◆ Task requirements
This task calls for every line of the material to be output verbatim.

◆ Exercise data

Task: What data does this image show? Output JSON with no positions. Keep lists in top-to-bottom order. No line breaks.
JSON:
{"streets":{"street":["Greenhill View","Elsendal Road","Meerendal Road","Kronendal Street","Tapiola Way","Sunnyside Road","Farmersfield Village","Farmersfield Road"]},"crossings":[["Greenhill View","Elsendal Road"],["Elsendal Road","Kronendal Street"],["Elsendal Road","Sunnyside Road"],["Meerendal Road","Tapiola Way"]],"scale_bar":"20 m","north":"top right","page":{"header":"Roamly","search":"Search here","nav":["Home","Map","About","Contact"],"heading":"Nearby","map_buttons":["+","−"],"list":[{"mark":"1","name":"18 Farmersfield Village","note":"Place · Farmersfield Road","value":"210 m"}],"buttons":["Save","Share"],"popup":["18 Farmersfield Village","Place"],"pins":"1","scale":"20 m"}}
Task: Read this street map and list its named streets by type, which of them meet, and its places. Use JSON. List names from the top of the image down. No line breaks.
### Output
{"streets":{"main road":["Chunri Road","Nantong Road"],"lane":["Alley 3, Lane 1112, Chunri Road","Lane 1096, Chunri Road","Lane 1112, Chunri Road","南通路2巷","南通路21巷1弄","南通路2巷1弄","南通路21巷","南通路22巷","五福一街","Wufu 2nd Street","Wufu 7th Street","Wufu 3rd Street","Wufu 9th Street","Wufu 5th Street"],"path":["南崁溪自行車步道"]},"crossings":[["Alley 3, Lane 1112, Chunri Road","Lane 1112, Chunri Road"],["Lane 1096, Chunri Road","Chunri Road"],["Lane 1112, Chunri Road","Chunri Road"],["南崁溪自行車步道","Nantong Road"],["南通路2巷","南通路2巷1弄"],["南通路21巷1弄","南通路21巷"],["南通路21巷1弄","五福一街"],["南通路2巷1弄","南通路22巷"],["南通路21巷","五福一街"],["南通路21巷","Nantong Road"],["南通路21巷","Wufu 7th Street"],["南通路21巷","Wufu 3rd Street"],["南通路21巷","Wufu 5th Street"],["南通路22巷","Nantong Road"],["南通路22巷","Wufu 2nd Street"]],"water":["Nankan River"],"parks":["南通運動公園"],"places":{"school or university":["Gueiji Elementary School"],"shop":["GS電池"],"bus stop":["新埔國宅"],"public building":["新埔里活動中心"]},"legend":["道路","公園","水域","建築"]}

◆ Reply to the exercise
Task: What data does this image show? Output JSON with no positions. Keep lists in top-to-bottom order. No line breaks.
JSON:
{"streets":{"street":["Greenhill View","Elsendal Road","Meerendal Road","Kronendal Street","Tapiola Way","Sunnyside Road","Farmersfield Village","Farmersfield Road"]},"crossings":[["Greenhill View","Elsendal Road"],["Elsendal Road","Kronendal Street"],["Elsendal Road","Sunnyside Road"],["Meerendal Road","Tapiola Way"]],"scale_bar":"20 m","north":"top right","page":{"header":"Roamly","search":"Search here","nav":["Home","Map","About","Contact"],"heading":"Nearby","map_buttons":["+","−"],"list":[{"mark":"1","name":"18 Farmersfield Village","note":"Place · Farmersfield Road","value":"210 m"}],"buttons":["Save","Share"],"popup":["18 Farmersfield Village","Place"],"pins":"1","scale":"20 m"}}
Task: Read this street map and list its named streets by type, which of them meet, and its places. Use JSON. List names from the top of the image down. No line breaks.
### Output
{"streets":{"main road":["Chunri Road","Nantong Road"],"lane":["Alley 3, Lane 1112, Chunri Road","Lane 1096, Chunri Road","Lane 1112, Chunri Road","南通路2巷","南通路21巷1弄","南通路2巷1弄","南通路21巷","南通路22巷","五福一街","Wufu 2nd Street","Wufu 7th Street","Wufu 3rd Street","Wufu 9th Street","Wufu 5th Street"],"path":["南崁溪自行車步道"]},"crossings":[["Alley 3, Lane 1112, Chunri Road","Lane 1112, Chunri Road"],["Lane 1096, Chunri Road","Chunri Road"],["Lane 1112, Chunri Road","Chunri Road"],["南崁溪自行車步道","Nantong Road"],["南通路2巷","南通路2巷1弄"],["南通路21巷1弄","南通路21巷"],["南通路21巷1弄","五福一街"],["南通路2巷1弄","南通路22巷"],["南通路21巷","五福一街"],["南通路21巷","Nantong Road"],["南通路21巷","Wufu 7th Street"],["南通路21巷","Wufu 3rd Street"],["南通路21巷","Wufu 5th Street"],["南通路22巷","Nantong Road"],["南通路22巷","Wufu 2nd Street"]],"water":["Nankan River"],"parks":["南通運動公園"],"places":{"school or university":["Gueiji Elementary School"],"shop":["GS電池"],"bus stop":["新埔國宅"],"public building":["新埔里活動中心"]},"legend":["道路","公園","水域","建築"]}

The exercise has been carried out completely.